Tiba-tiba Naya tertawa. Jenis tawa sumbang. Hal yang membuat Reya mengrenyit karena perubahan drastis dari sahabatnya itu. Beruntung, di rumah Reya hanya ada mereka bertiga--bersama Olivia yang kini sedang berkutat di dapur. "Siapa bilang? Tadi, sewaktu Pak Ganesha kasih penjelasan, rasa-rasanya gue pengin banget bentak-bentak beliau. Pengin maki-maki karena segampang itu minta maaf, terlebih dia bilang kalau dia bakal melakukan semua hal yang belum pernah dia lakukan sama gue." Dirinya mendengus, lalu meminum jus jeruk yang Olivia sodorkan. "Hal-hal kayak gitu sekarang udah nggak gue perlukan, terlepas gue dari dulu memang pengin melakukan itu semua sama Pak Gan."

"Aku malah penasaran, kenapa Pak Yudha-Yudha itu sampai tau kalau kamu bukan anak Pak Ganesha."
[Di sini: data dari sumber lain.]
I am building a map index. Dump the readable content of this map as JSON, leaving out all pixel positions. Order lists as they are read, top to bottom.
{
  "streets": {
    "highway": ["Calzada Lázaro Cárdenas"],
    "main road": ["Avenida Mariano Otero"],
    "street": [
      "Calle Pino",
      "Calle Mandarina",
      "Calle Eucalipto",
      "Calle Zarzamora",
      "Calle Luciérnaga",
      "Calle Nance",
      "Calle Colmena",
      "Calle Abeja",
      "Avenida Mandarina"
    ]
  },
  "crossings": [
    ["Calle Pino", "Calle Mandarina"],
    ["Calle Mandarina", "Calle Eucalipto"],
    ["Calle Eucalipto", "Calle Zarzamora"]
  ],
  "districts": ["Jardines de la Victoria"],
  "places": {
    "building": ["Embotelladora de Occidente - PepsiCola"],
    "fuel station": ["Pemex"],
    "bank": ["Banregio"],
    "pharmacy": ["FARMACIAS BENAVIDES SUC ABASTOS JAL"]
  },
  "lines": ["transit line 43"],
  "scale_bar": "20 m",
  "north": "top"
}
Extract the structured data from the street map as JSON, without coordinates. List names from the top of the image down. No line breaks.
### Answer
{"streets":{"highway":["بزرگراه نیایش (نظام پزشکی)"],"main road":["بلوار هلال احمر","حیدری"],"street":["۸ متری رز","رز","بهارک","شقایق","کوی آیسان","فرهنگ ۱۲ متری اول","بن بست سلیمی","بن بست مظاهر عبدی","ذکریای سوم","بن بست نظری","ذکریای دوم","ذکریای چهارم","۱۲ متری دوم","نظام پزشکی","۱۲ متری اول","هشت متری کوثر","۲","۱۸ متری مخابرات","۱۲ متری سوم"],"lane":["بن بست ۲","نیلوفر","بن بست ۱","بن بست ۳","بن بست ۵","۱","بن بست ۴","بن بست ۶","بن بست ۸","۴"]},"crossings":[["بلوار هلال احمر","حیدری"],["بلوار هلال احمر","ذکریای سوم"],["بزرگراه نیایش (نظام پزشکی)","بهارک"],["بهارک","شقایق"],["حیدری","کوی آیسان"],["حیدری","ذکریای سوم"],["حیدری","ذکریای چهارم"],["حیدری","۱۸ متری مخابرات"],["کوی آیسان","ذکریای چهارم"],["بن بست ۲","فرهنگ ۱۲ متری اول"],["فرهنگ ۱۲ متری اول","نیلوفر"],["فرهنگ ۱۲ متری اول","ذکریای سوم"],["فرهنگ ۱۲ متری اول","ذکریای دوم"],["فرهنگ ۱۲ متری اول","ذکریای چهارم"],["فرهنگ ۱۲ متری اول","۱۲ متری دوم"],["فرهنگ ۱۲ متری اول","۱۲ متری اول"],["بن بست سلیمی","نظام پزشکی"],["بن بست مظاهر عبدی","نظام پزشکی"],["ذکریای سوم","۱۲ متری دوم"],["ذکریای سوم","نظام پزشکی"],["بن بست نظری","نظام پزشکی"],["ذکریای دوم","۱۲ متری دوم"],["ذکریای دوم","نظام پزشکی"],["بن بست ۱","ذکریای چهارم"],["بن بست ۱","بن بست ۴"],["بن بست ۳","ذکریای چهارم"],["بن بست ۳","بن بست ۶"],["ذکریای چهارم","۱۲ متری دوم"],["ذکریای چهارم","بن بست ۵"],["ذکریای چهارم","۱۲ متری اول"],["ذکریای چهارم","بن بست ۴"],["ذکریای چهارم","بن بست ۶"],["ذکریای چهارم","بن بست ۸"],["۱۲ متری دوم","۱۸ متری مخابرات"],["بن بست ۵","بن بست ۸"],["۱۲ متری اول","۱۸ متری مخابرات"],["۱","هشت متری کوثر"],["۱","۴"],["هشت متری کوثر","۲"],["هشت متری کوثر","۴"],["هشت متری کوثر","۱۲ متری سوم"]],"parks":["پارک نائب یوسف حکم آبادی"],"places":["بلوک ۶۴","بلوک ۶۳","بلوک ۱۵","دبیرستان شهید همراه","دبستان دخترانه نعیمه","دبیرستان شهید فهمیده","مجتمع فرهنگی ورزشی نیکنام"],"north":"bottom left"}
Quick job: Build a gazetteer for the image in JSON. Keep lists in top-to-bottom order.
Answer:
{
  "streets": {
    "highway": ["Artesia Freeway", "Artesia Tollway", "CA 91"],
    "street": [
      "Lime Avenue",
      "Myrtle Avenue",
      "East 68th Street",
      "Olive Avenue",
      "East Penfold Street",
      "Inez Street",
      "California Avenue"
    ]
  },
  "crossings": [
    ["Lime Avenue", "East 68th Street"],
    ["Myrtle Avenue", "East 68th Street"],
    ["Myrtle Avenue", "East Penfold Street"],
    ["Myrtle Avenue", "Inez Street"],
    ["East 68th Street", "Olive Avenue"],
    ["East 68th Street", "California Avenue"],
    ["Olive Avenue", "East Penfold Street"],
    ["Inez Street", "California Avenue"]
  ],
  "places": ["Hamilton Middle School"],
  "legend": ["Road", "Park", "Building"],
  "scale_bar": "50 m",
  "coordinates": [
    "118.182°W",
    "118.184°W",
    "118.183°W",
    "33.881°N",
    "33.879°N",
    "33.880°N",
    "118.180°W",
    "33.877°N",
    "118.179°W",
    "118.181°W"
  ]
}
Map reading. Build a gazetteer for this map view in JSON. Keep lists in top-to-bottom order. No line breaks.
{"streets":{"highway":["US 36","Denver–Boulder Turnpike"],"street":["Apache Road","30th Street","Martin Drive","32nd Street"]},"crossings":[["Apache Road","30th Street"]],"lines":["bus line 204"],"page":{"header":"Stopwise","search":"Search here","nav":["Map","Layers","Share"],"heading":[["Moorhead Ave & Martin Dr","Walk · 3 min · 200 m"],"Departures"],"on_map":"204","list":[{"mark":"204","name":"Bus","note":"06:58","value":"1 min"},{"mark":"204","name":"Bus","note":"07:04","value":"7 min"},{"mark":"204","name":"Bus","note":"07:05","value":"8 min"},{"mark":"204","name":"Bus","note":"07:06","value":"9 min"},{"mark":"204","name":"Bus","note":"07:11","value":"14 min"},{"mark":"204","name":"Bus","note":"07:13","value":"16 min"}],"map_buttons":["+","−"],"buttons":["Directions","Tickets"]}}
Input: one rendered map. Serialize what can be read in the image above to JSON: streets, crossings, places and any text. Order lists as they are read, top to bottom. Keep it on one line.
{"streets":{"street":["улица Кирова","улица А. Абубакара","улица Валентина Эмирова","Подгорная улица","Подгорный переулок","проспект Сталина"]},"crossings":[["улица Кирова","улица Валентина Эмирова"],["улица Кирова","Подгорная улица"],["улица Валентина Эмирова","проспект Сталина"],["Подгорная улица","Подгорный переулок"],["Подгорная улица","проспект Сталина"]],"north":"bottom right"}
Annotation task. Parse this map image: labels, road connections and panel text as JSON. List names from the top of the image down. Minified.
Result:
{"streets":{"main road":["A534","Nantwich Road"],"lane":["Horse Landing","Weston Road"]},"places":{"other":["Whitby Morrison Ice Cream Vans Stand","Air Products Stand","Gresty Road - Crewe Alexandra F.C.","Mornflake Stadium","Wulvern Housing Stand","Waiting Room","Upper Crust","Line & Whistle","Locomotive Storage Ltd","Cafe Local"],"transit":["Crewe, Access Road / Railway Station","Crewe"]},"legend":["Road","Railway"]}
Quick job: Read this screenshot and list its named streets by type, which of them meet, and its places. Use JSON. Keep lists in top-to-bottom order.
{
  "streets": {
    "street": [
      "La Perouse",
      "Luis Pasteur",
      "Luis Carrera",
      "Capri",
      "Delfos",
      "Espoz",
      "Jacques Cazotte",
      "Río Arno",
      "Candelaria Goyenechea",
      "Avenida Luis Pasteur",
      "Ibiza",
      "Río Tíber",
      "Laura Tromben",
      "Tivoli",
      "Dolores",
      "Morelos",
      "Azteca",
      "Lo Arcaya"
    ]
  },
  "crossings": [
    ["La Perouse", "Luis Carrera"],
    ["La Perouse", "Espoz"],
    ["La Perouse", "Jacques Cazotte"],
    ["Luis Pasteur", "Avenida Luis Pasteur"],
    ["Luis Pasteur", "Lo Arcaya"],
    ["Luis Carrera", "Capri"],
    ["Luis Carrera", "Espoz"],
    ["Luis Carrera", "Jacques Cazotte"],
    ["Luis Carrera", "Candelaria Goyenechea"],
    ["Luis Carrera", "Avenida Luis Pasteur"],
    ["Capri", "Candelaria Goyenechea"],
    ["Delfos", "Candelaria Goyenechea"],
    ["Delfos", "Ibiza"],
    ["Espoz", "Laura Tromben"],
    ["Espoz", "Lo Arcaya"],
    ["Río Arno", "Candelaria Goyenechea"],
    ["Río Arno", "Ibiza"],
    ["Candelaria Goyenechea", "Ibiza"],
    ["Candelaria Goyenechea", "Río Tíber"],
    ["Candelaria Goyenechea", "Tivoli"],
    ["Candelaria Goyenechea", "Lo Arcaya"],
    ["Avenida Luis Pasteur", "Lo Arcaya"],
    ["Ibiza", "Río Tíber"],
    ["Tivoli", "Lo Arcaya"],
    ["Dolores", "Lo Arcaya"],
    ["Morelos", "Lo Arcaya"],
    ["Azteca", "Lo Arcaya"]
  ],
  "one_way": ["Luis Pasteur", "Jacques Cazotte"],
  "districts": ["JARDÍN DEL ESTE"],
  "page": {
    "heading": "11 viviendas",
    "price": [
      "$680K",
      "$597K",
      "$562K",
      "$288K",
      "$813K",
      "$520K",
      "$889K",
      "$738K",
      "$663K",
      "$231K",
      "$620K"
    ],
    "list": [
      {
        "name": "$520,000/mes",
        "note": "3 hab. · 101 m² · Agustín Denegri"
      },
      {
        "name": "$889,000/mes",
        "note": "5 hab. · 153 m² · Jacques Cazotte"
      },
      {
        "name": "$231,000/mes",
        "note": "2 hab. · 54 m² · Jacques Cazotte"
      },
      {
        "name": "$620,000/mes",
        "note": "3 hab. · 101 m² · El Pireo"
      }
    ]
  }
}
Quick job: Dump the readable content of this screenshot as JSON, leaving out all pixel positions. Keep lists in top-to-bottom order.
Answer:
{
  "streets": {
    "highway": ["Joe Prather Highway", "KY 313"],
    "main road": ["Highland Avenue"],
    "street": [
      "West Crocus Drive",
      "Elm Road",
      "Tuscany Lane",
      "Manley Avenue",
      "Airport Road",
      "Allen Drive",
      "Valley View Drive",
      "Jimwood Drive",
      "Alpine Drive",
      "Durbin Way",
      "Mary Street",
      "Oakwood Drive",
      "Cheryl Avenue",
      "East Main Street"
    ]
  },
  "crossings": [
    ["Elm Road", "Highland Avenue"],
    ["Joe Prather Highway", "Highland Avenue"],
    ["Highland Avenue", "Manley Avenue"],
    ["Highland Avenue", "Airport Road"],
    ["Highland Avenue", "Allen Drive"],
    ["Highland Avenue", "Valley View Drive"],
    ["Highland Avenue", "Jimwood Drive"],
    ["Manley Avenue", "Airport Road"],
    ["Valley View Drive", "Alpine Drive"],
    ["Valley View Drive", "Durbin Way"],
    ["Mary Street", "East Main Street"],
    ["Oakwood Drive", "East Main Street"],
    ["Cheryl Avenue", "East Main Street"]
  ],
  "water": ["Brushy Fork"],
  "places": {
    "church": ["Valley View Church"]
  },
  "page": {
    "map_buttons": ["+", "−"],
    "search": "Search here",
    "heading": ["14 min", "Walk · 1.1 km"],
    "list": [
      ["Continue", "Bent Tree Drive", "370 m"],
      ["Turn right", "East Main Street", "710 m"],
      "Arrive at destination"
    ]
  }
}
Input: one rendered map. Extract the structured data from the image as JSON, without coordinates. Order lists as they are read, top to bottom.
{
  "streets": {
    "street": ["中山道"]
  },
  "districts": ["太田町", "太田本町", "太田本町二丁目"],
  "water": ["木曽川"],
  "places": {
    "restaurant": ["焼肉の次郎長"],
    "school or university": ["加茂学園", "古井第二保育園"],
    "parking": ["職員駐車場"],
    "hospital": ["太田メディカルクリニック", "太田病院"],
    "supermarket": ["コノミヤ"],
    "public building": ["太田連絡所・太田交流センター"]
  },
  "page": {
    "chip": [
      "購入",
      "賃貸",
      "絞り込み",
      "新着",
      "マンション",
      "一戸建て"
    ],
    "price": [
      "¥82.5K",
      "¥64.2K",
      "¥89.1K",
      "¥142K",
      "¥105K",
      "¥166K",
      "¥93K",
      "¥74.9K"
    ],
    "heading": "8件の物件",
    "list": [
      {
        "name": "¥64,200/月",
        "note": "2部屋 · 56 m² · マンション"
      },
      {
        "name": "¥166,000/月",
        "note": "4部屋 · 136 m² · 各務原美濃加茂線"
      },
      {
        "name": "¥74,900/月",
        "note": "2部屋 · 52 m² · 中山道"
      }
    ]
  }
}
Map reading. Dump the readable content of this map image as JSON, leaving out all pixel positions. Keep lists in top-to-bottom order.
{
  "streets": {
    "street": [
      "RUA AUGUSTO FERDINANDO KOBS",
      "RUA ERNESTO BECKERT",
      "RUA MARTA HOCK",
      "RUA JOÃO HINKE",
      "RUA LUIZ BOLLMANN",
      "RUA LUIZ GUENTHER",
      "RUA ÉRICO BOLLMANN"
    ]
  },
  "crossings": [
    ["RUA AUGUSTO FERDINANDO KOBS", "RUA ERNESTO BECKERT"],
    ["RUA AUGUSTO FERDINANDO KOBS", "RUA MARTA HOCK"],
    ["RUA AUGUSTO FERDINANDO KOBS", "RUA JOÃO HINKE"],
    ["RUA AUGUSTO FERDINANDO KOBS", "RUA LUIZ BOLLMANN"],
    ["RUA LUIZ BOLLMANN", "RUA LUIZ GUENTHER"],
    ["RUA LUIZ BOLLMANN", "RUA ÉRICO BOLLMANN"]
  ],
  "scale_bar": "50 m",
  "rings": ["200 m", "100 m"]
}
Tepat. Tepat sekali apa yang dikatakan Olivia. Perempuan itu memang selalu seperti biasa--bisa mencari titik pertanyaan yang sejak kemarin membuat Naya sakit kepala. Andai kata dirinya memang bukan anak Pak Ganesha, dan pria tua itu masih tetap menyayanginya, setidaknya rahasia kedua orang tuanya tidak akan sampai di telinga lelaki yang bernama Yudha itu. God! Naya benar-benar pusing saat ini.

"Bodo amatlah. Gue nggak mau mikirin itu lagi. Toh yang dari dulu bikin gue bertanya-tanya udah kejawab juga. Sekarang gue pengin makan yang banyak, karena belum sempet sarapan dari pagi."

"Ya karena saya dan Naya pernah bertemu dengan Yudha. Saat itu pula jelas sekali kalau Naya memang anaknya. Bukankah genetik nggak bisa berbohong?" Bu Jani, entah sejak kapan berada di sana, dan menjawab pertanyaan yang Olivia lontarkan. Padahal sungguh, Naya bahkan tidak berniat mencari tahu tentang itu.

Toh baginya, hal itu sepertinya tidak terlalu berguna. Karena ya ... Naya hanya ingin melanjutkan hidup seperti biasa. Pusing yaa sewajarnya saja. Tentang kafe, tentang tawaran menjadi brand ambassador AtLook Beauty pun sepertinya tidak apa-apa. Oh, ditambah lagi memikirkan apa yang membuatnya bisa mendapatkan restu dari Tante Reni, dan menjalin hubungan dengan Agam--sampai akhirnya mereka berhasil menikah. Wah, Naya sepertinya benar-benar sudah sangat stres sampai akhirnya memkirkan hal-hal yang membuatnya senyam-senyum sendiri. Padahal, sekarang saja Naya sudah sedikit ragu kalau semuanya akan berakhir indah.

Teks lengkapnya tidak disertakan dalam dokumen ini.